Print the data in full, exactly as it reads.

Exercise materials:

BEGIN

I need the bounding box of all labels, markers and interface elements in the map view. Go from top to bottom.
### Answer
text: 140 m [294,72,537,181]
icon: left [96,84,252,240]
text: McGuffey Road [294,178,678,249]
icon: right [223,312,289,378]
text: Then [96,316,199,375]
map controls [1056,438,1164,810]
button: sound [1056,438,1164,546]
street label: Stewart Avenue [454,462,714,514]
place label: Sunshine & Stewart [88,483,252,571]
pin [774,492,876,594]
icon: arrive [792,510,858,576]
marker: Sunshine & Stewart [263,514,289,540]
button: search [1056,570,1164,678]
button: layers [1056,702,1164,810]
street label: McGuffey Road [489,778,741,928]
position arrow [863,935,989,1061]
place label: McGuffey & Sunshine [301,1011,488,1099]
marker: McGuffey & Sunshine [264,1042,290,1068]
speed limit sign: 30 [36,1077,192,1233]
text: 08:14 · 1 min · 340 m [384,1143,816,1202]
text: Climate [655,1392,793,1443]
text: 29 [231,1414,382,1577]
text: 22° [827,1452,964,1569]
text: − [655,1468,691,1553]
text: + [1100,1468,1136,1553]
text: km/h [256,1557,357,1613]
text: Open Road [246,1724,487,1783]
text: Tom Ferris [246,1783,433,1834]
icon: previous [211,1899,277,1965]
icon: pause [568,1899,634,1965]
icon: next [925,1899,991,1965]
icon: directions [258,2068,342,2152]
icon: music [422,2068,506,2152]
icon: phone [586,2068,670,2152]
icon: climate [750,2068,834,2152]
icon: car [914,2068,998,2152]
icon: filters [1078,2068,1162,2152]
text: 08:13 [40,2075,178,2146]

END

Written reply:
I need the bounding box of all labels, markers and interface elements in the map view. Go from top to bottom.
### Answer
text: 140 m [294,72,537,181]
icon: left [96,84,252,240]
text: McGuffey Road [294,178,678,249]
icon: right [223,312,289,378]
text: Then [96,316,199,375]
map controls [1056,438,1164,810]
button: sound [1056,438,1164,546]
street label: Stewart Avenue [454,462,714,514]
place label: Sunshine & Stewart [88,483,252,571]
pin [774,492,876,594]
icon: arrive [792,510,858,576]
marker: Sunshine & Stewart [263,514,289,540]
button: search [1056,570,1164,678]
button: layers [1056,702,1164,810]
street label: McGuffey Road [489,778,741,928]
position arrow [863,935,989,1061]
place label: McGuffey & Sunshine [301,1011,488,1099]
marker: McGuffey & Sunshine [264,1042,290,1068]
speed limit sign: 30 [36,1077,192,1233]
text: 08:14 · 1 min · 340 m [384,1143,816,1202]
text: Climate [655,1392,793,1443]
text: 29 [231,1414,382,1577]
text: 22° [827,1452,964,1569]
text: − [655,1468,691,1553]
text: + [1100,1468,1136,1553]
text: km/h [256,1557,357,1613]
text: Open Road [246,1724,487,1783]
text: Tom Ferris [246,1783,433,1834]
icon: previous [211,1899,277,1965]
icon: pause [568,1899,634,1965]
icon: next [925,1899,991,1965]
icon: directions [258,2068,342,2152]
icon: music [422,2068,506,2152]
icon: phone [586,2068,670,2152]
icon: climate [750,2068,834,2152]
icon: car [914,2068,998,2152]
icon: filters [1078,2068,1162,2152]
text: 08:13 [40,2075,178,2146]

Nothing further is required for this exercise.